E la Svizzera, al confronto con il mondo, dove si colloca: sta facendo abbastanza? «No, ovviamente. Se così fosse, ci troveremmo in uno stadio differente invece che a quello iniziale. Ma l’importante, adesso, è intervenire. I tempi sono maturi. Dobbiamo agire e dobbiamo agire insieme». Già, ma da dove cominciare? C’è sufficiente consapevolezza? «Dobbiamo costruire una conoscenza del da farsi, mediante training adeguati».
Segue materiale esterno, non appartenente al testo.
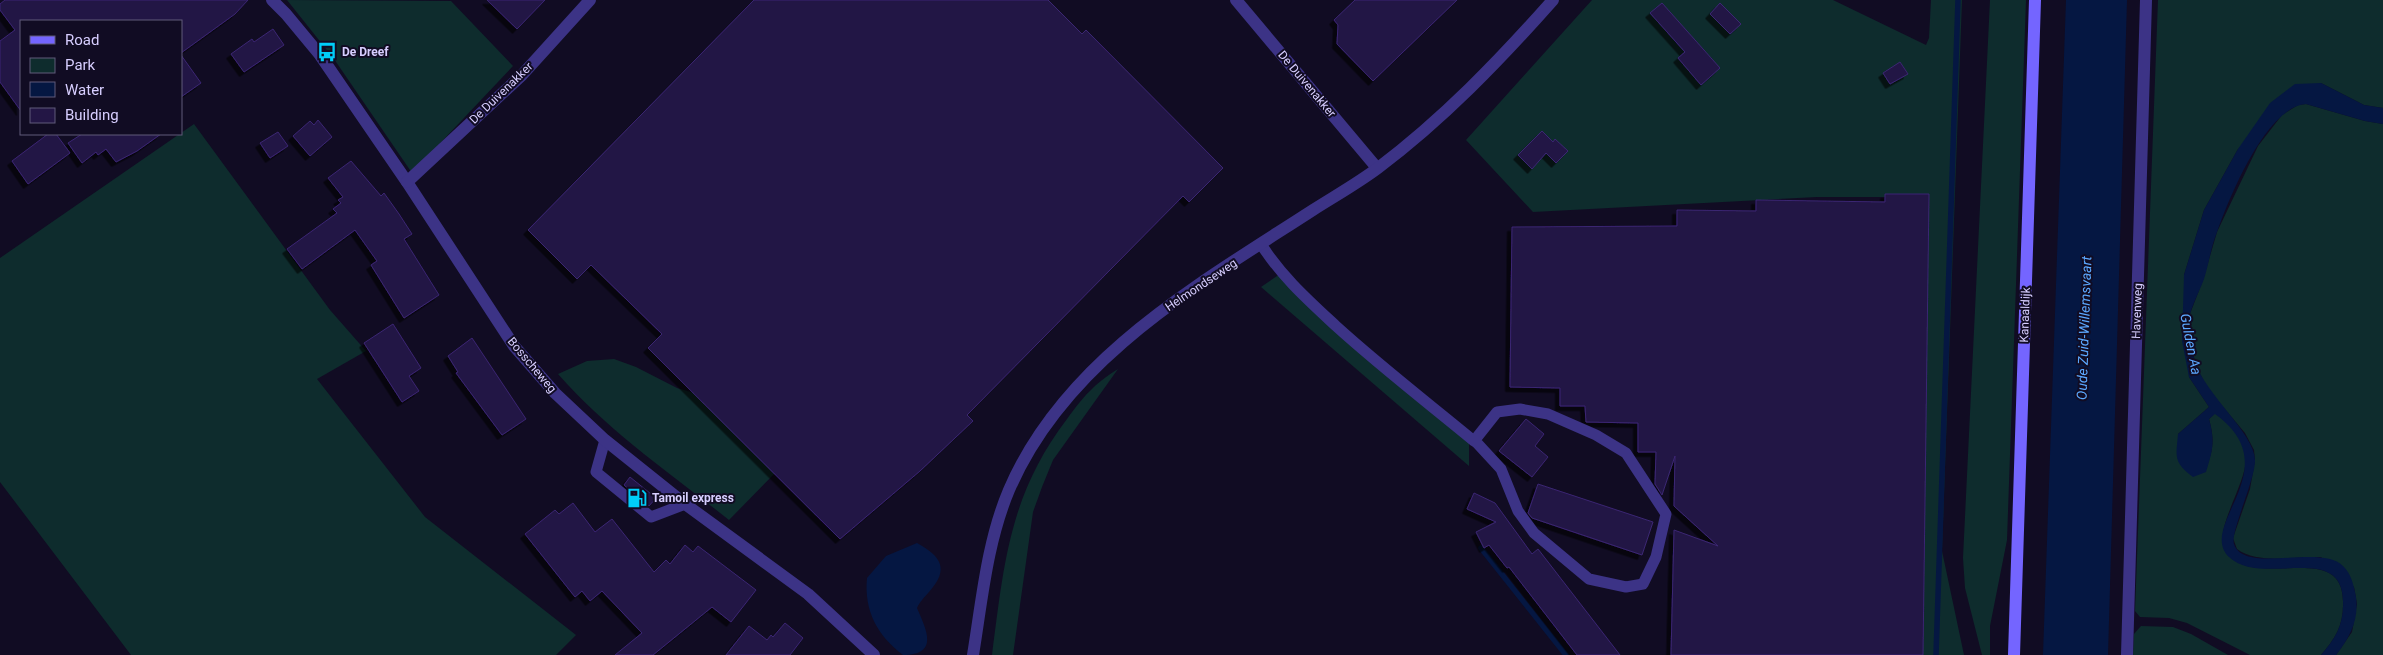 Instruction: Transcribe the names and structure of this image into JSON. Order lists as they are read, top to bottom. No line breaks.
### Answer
{"streets":{"main road":["Kanaaldijk"],"street":["De Duivenakker","Helmondseweg","Havenweg","Bosscheweg"]},"crossings":[["De Duivenakker","Helmondseweg"],["De Duivenakker","Bosscheweg"]],"water":["Oude Zuid-Willemsvaart","Gulden Aa"],"places":{"bus stop":["De Dreef"],"fuel station":["Tamoil express"]},"legend":["Road","Park","Water","Building"]}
Dall’effetto serra alla corruzione, gli hot topic

Nel frattempo, non resta che concentrarsi sui topic più significativi, fra i 31 di ESG. Quali sono? «Dipende ovviamente dal tipo di business. In termini generali, per quanto riguarda l’ambiente direi l’effetto serra e la perdita della biodiversità. E l’energy management, strettamente legato. Da una prospettiva sociale, di sicuro il rispetto dei diritti umani e il cyber rischio, che è in crescita e minaccia di assumere proporzioni drammatiche. Per la governance, corporate compliance behaviour e la lotta alla corruzione».